■ EXERCISE DETAILS ■
Wherever the string "absolute" shows up in the data below, copy the whole line.

■ DATA PROVIDED ■

_ _ _ _ _ _ _

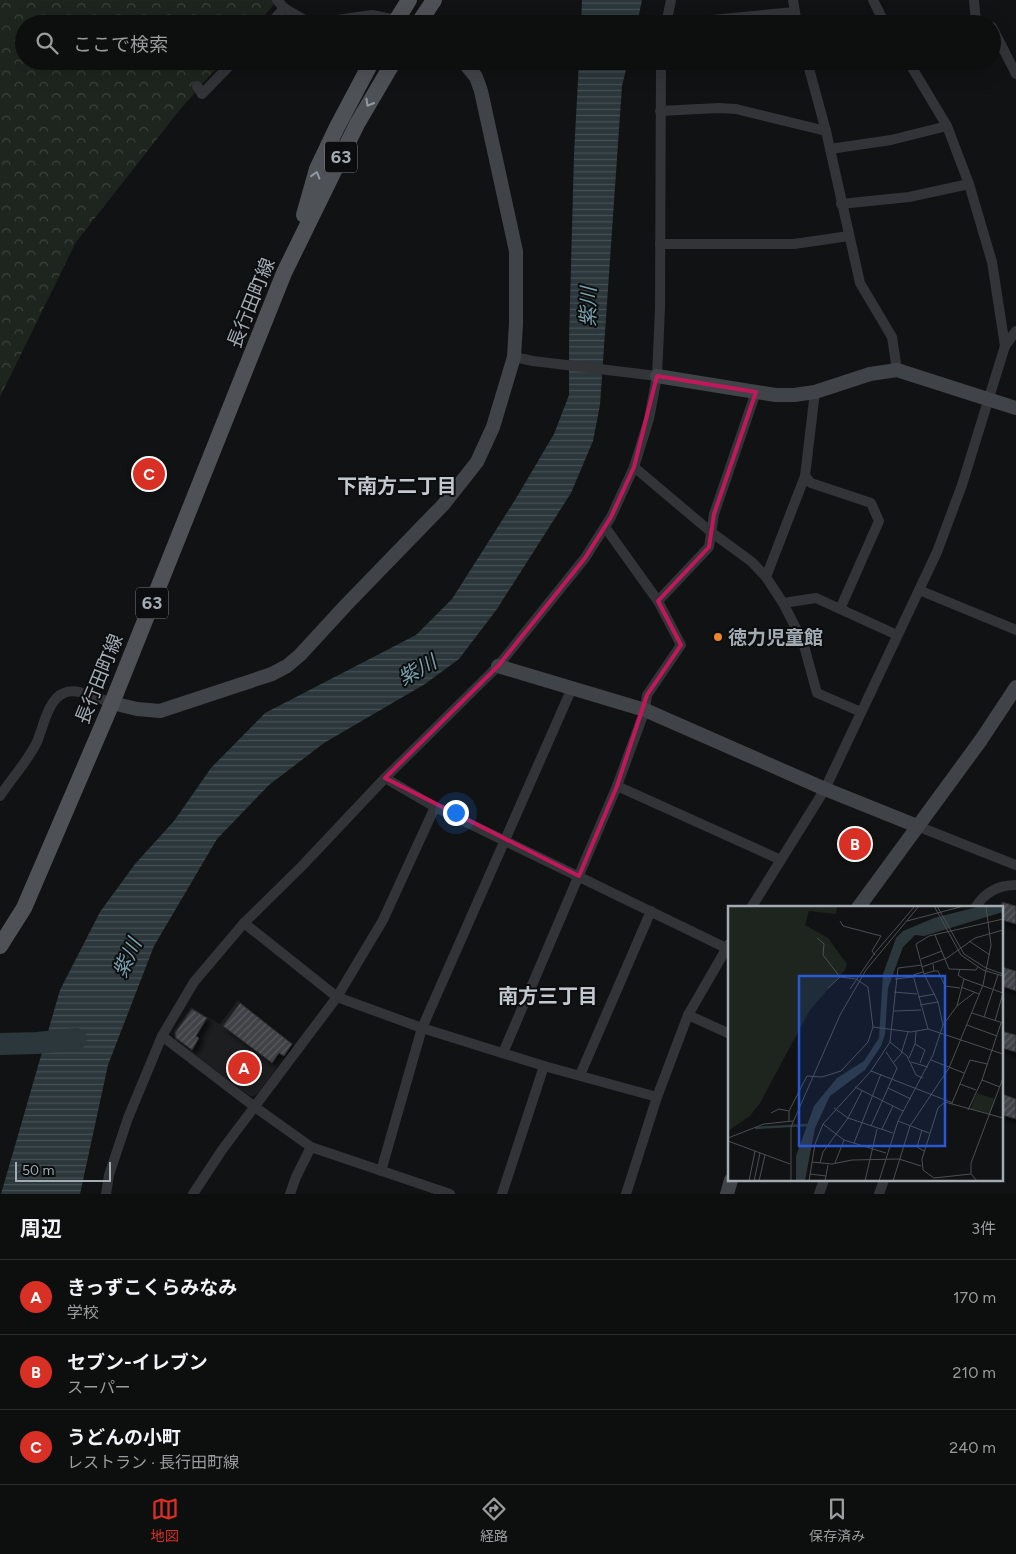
<!DOCTYPE html>
<html lang="ja">
<meta charset="utf-8">
<style>
body{margin:0;font-family:Figtree,"Noto Sans JP",sans-serif;background:#161717;color:#f1f3f6}
.scale{position:absolute;left:15px;bottom:12px;width:96px;box-sizing:border-box;padding-left:5px;border:2px solid #a3abb3;border-top:0;font-size:14px;line-height:18px;white-space:nowrap;color:#a3abb3;-webkit-text-stroke:4px #0c0d0e;paint-order:stroke}
.you{position:absolute;left:455px;top:812px;width:18px;height:18px;margin:-12px;border:4px solid #fff;border-radius:50%;background:#1a73e8;box-shadow:0 0 0 8px #1a73e833}
.badge{display:grid;place-items:center;width:32px;height:32px;border-radius:50%;background:#d93025;color:#fff;font-size:16px;font-weight:700}
.pin{position:absolute;translate:-50% -50%;border:2px solid #fff;box-shadow:0 1px 5px #0006}
.list{margin:0;padding:0;list-style:none}
h2{display:flex;justify-content:space-between;align-items:center;height:65px;margin:0;padding:0 20px;font-size:21px}
h2 small{font-size:16px;font-weight:400;color:#9a9c9e}
.list li{display:grid;grid-template-columns:32px 1fr auto;gap:15px;align-items:center;box-sizing:border-box;height:75px;padding:0 20px;border-top:1px solid #2d2e2e}
.list b{display:block;font-size:19px;white-space:nowrap}
.list p{margin:0;font-size:16px;white-space:nowrap;color:#9a9c9e}
.list em{font-size:16px;font-style:normal;color:#9a9c9e}
.icon{flex:none;width:28px;height:28px;fill:none;stroke:currentColor;stroke-width:2;stroke-linecap:round;stroke-linejoin:round}
.map{position:relative;flex:none;width:1016px;height:1194px;overflow:hidden}
.search{position:absolute;background:#0d0e0e;box-shadow:0 5px 20px #0002;left:15px;right:15px;top:15px;height:55px;display:flex;align-items:center;gap:12px;box-sizing:border-box;padding:0 18px;border-radius:28px;color:#9a9c9e;font-size:19px}
.sheet{height:290px;background:#0d0e0e}
nav{display:flex;justify-content:space-around;align-items:center;box-sizing:border-box;height:70px;border-top:1px solid #2d2e2e;background:#0d0e0e;font-size:14px;color:#9a9c9e}
nav a{display:grid;justify-items:center;gap:2px}
nav .on{color:#d93025}
.map>svg:first-child{display:block}
.built{fill:#1d1e20}
.forest{fill:url(#forest-crowns)}
.water{fill:url(#water-rules)}
.lines{fill:none;stroke-linecap:round;stroke-linejoin:round}
.river{stroke:#2b373b;stroke-width:22}
.building{fill:url(#building-hatch);stroke:#2b2c2f;filter:url(#shadow)}
.street{stroke:#323438;stroke-width:10}
.secondary{stroke:#404448;stroke-width:14}
.primary{stroke:#4e5257;stroke-width:16}
.oneway{stroke:#9299a1}
.marked{fill:none;stroke:#c2185b;stroke-width:4;stroke-linejoin:round}
.poi-dot{fill:#ed852f;stroke:#0c0d0e;stroke-width:2}
.labels{text-anchor:middle;dominant-baseline:central;stroke-width:4;stroke-linejoin:round;paint-order:stroke}
.shield{fill:#0c0d0e;stroke:#767c82;stroke-width:1}
.shield-label{font-size:18px;font-weight:bold;fill:#a3abb3}
.street-label{font-size:19px;fill:#a3abb3;stroke:#0c0d0e}
.poi-label{font-size:19px;font-weight:bold;fill:#a3abb3;stroke:#0c0d0e;text-anchor:start}
.water-label{font-size:20px;font-style:italic;fill:#7aa1ae;stroke:#0c0d0e}
.neighbourhood-label{font-size:20px;font-weight:bold;fill:#c4c9cf;stroke:#0c0d0e}
.inset-river{fill:none;stroke:#2b373b;stroke-width:2.5}
.inset-road{fill:none;stroke:#4b4f53;stroke-width:1}
.view{fill:#2a57d4;fill-opacity:0.15;stroke:#2a57d4;stroke-width:2.5}
.inset-edge{fill:none;stroke:#a3abb3;stroke-width:2.5}
</style>
<div class="map">
<svg width="1016" height="1194" viewBox="0 0 1016 1194">
<defs>
<pattern id="forest-crowns" width="20" height="18" patternUnits="userSpaceOnUse" patternTransform="scale(1.25)"><rect width="20" height="18" fill="#1e251e"/><path d="M2 6a3 3 0 1 1 6 0M12 15a3 3 0 1 1 6 0" fill="none" stroke="#3c423c"/></pattern>
<pattern id="water-rules" width="6" height="5" patternUnits="userSpaceOnUse" patternTransform="scale(1.25)"><rect width="6" height="5" fill="#2b373b"/><path d="M0 2.5h6" fill="none" stroke="#475155"/></pattern>
<pattern id="building-hatch" width="6" height="6" patternUnits="userSpaceOnUse" patternTransform="scale(1.25)"><rect width="6" height="6" fill="#404246"/><path d="M-1 1l2-2M0 6l6-6M5 7l2-2" fill="none" stroke="#585b5e"/></pattern>
<filter id="shadow"><feDropShadow dx="4.5" dy="4.5" stdDeviation="2.5" flood-color="#0009"/></filter>
</defs>
<rect width="100%" height="100%" fill="#111213"/>
<polygon class="built" points="238,1000 294,1044 259,1092 254,1096 250,1096 175,1040 174,1031 191,1007 220,1024"/>
<polygon class="forest" points="0,0 278,0 257,24 24,24 24,61 223,61 178,112 76,242 0,397"/>
<g class="water">
<polygon points="582,0 642,0 637,24 581,24"/>
<polygon points="579,61 628,61 622,86 600,405 593,441 571,493 497,609 459,659 425,684 324,743 269,785 217,839 154,946 108,1065 80,1194 1,1194 60,990 100,912 135,864 174,821 211,768 265,713 416,635 452,599 515,500 554,434 569,395 569,339 574,154"/>
</g>
<g class="lines">
<polyline class="river" points="0,1044 37,1043 76,1039"/>
</g>
<g class="building">
<polygon points="1002,902 1016,906 1016,924 1002,920"/>
<polygon points="1002,967 1016,971 1016,991 1002,986"/>
<polygon points="240,1003 292,1044 284,1056 279,1053 272,1063 223,1026"/>
<polygon points="192,1009 207,1018 196,1036 199,1038 192,1050 176,1038 175,1033"/>
<polygon points="1002,1031 1016,1035 1016,1052 1002,1048"/>
<polygon points="1002,1094 1016,1099 1016,1119 1002,1115"/>
</g>
<g class="lines">
<g class="street">
<polyline points="277,0 284,8 308,22 330,21 372,15 396,20"/>
<polyline points="793,0 797,24"/>
<polyline points="873,0 885,24"/>
<polyline points="974,0 976,23 978,24"/>
<polyline points="270,24 284,8"/>
<polyline points="666,24 671,0"/>
<polyline points="670,24 794,12"/>
<polyline points="864,24 881,18"/>
<polyline points="992,27 1016,74"/>
<polyline points="807,61 826,131 860,283 892,337 897,370"/>
<polyline points="908,61 947,126 969,184 992,262 1005,346"/>
<polyline points="197,86 202,94 234,61"/>
<polyline points="660,111 719,108 736,109 826,131"/>
<polyline points="830,149 891,140 947,126"/>
<polyline points="841,204 909,197 969,184"/>
<polyline points="660,244 794,244 849,236"/>
<polyline points="514,357 533,361 657,376"/>
<polyline points="815,392 805,476 811,483 871,503 879,521 840,609"/>
<polyline points="634,467 711,532 752,562 766,577 783,603 803,642 817,693 861,712"/>
<polyline points="766,577 805,476"/>
<polyline points="919,590 1016,630"/>
<polyline points="658,601 709,547 714,514 756,392"/>
<polyline points="783,603 816,598 897,635"/>
<polyline points="385,778 435,807 726,948"/>
<polyline points="617,786 781,860"/>
<path d="M0,796C12,778 27,762 37,742C43,728 48,699 64,693C77,687 99,699 112,703"/>
<polyline points="917,826 1016,865"/>
<polyline points="751,908 825,789 937,552 962,485 1005,346 1016,331"/>
<path d="M975,908C984,893 998,885 1016,885"/>
<polyline points="244,923 337,997 422,1028 544,1066 657,1097"/>
<polyline points="688,1015 730,1034"/>
<polyline points="162,1036 255,1107 311,1147 450,1194"/>
<polyline points="503,1053 617,786 645,710 647,695 681,645 658,601 605,527"/>
<polyline points="580,1075 651,911"/>
<polyline points="381,1171 422,1028 572,688"/>
<polyline points="106,1194 109,1175 128,1118 162,1036 194,982 244,923 302,866 385,778 498,666 585,558 611,517 634,467 649,419 657,376 660,308 661,61"/>
<polyline points="193,1194 222,1150 337,997 383,920 435,807"/>
<polyline points="290,1194 296,1177 311,1147"/>
<polyline points="502,1194 544,1066"/>
<polyline points="626,1194 657,1097 688,1015 729,944"/>
<polyline points="819,1194 824,1180"/>
<polyline points="879,1194 884,1180"/>
</g>
<g class="secondary">
<polyline points="657,376 756,392 776,395 794,395 815,392 870,374 897,370 1016,408"/>
<polyline points="498,666 645,710 825,789 917,826"/>
<polyline points="112,703 137,709 160,711 272,674 287,666 300,655 346,605 443,505 477,462 493,427 514,357 516,323 516,251 481,91 476,77 463,61"/>
<polyline points="858,908 981,740 1016,687"/>
<polyline points="727,1194 731,1180"/>
</g>
<g class="primary">
<polyline points="394,24 409,0"/>
<polyline points="418,24 434,0"/>
<polyline points="304,215 317,169 337,127 372,61"/>
<polyline points="0,946 24,908 112,703 284,273 357,124 394,61"/>
</g>
</g>
<defs><path id="oneway-chevron" d="M-2-3.5L2.5 0L-2 3.5" fill="none" stroke-width="1.6" stroke-linecap="round" stroke-linejoin="round" transform="scale(1.25)"/></defs>
<g class="oneway">
<use href="#oneway-chevron" transform="translate(369 103) rotate(120)"/>
<use href="#oneway-chevron" transform="translate(316 175) rotate(-73)"/>
</g>
<path class="marked" d="M657,376L756,392L714,514L709,547L658,601L681,645L647,695L617,786L579,876L385,778L498,666L585,558L611,517L634,467Z"/>
<circle class="poi-dot" cx="718" cy="637" r="5"/>
<g class="labels">
<g class="shield">
<rect x="325" y="141.5" width="32" height="31" rx="4"/>
<rect x="136" y="587.5" width="32" height="31" rx="4"/>
</g>
<g class="shield-label">
<text x="341" y="157">63</text>
<text x="152" y="603">63</text>
</g>
<g class="street-label">
<text transform="translate(251 303) rotate(-68)">長行田町線</text>
<text transform="translate(99 679) rotate(-68)">長行田町線</text>
</g>
<g class="poi-label">
<text x="728" y="637">徳力児童館</text>
</g>
<g class="water-label">
<text transform="translate(588 307) rotate(-89)">紫川</text>
<text transform="translate(417 670) rotate(-29)">紫川</text>
<text transform="translate(127 958) rotate(-65)">紫川</text>
</g>
<g class="neighbourhood-label">
<text x="397" y="486">下南方二丁目</text>
<text x="548" y="996">南方三丁目</text>
</g>
</g>
<g transform="translate(728 906)">
<rect width="275" height="275" fill="#111213"/>
<path d="M0,0H109L108,8L81,5L77,19L100,32L119,58L117,64L82,104L32,197L22,210L0,225ZM249,187L267,193L262,208L242,203Z" fill="#1e251e"/>
<path d="M253,0H275V6L196,30L187,29L175,41L160,82L157,128L153,140L137,164L102,190L87,222L77,275H68V250L86,200L109,172L136,155L151,132L155,68L168,32L175,25L206,12Z" fill="#2b373b"/>
<path class="inset-river" d="M27,222L80,219"/>
<path class="inset-road" d="M206,0L233,49L255,64L275,70M209,0L236,48L258,62L275,68M112,15L115,20L153,30L144,45L147,49M179,15L236,0M207,29L221,63L248,64L250,61M241,35L262,49M193,53L214,45M194,61L219,52L247,32L275,24M232,63L230,69L236,73L275,87M206,65H210L217,80L232,82M195,66L185,69L200,123M196,68L206,65L205,58M167,73L185,71M233,81L251,88M100,82L112,71M122,83L146,48L187,0M166,86L189,88M190,91L207,88M192,99L210,96M229,100L247,86M166,105L193,104M244,107L275,117M256,111L270,69M267,115L275,87M215,119L210,96L196,68L188,38L201,30L275,13M239,119L269,130M145,121L183,126L200,123L275,148M188,126L187,138L197,144L192,157M162,136L179,150L188,169L195,172M181,152L187,138M203,154L236,167M166,156L173,148L180,126M183,156L200,161M143,165L225,197M254,174L272,181M232,178L248,184M127,181L175,205M160,182L183,193M224,197L242,154L259,158M106,202L120,212L165,227M240,204L254,174L273,117M43,207L51,203L61,205M61,215V205L79,170L94,171L113,165L140,136L145,121L140,81L128,73L112,71L95,49L96,38L89,32M170,215L201,227M95,218L116,234L158,247M143,220L169,162L158,146M154,223L165,200M194,224L189,241L196,245M0,232L36,218L65,215M0,235L62,258M126,237L153,168M84,256L104,258L124,254L171,253L193,260M92,257L95,246L120,212L134,185M107,257L116,234M82,268L98,270M243,268L206,272L195,264L194,253L210,202L217,196L275,212M21,275L27,245M26,275L32,247M31,275L37,249M63,275V221L112,109L138,64L191,0M81,275L87,238L95,218L143,165L162,136L170,62L194,59M97,275L100,259M137,275L149,223M151,275L170,215L205,149L215,119L229,100L236,73M165,275L182,220L221,162L255,79L263,39L258,0M249,275L243,268V257L275,172"/>
<path class="view" d="M71,70H217V240H71Z"/>
<rect width="275" height="275" class="inset-edge"/>
</g>
</svg>
<div class="scale">50 m</div>
<div class="you"></div>
<div class="pin badge" style="left:244px;top:1068px">A</div>
<div class="pin badge" style="left:855px;top:844px">B</div>
<div class="pin badge" style="left:149px;top:474px">C</div>
<div class="search"><svg class="icon" aria-label="search" viewBox="0 0 24 24"><circle cx="10" cy="10" r="6"/><path d="M15 15l6 6"/></svg>ここで検索</div>
</div>
<section class="sheet">
<h2>周辺<small>3件</small></h2>
<ul class="list">
<li><span class="badge">A</span><div><b>きっずこくらみなみ</b><p>学校</p></div><em>170 m</em></li>
<li><span class="badge">B</span><div><b>セブン-イレブン</b><p>スーパー</p></div><em>210 m</em></li>
<li><span class="badge">C</span><div><b>うどんの小町</b><p>レストラン · 長行田町線</p></div><em>240 m</em></li>
</ul>
</section>
<nav>
<a class="on"><svg class="icon" aria-label="map" viewBox="0 0 24 24"><path d="M3 6l6-2 6 2 6-2v14l-6 2-6-2-6 2zM9 4v14M15 6v14"/></svg>地図</a>
<a><svg class="icon" aria-label="directions" viewBox="0 0 24 24"><path d="M12 3l9 9-9 9-9-9zM9 14v-3h6M13 9l2 2-2 2"/></svg>経路</a>
<a><svg class="icon" aria-label="saved" viewBox="0 0 24 24"><path d="M7 4h10v16l-5-4-5 4z"/></svg>保存済み</a>
</nav>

_ _ _ _ _ _ _

■ SOLUTION TO THIS EXERCISE ■
.scale{position:absolute;left:15px;bottom:12px;width:96px;box-sizing:border-box;padding-left:5px;border:2px solid #a3abb3;border-top:0;font-size:14px;line-height:18px;white-space:nowrap;color:#a3abb3;-webkit-text-stroke:4px #0c0d0e;paint-order:stroke}
.you{position:absolute;left:455px;top:812px;width:18px;height:18px;margin:-12px;border:4px solid #fff;border-radius:50%;background:#1a73e8;box-shadow:0 0 0 8px #1a73e833}
.pin{position:absolute;translate:-50% -50%;border:2px solid #fff;box-shadow:0 1px 5px #0006}
.search{position:absolute;background:#0d0e0e;box-shadow:0 5px 20px #0002;left:15px;right:15px;top:15px;height:55px;display:flex;align-items:center;gap:12px;box-sizing:border-box;padding:0 18px;border-radius:28px;color:#9a9c9e;font-size:19px}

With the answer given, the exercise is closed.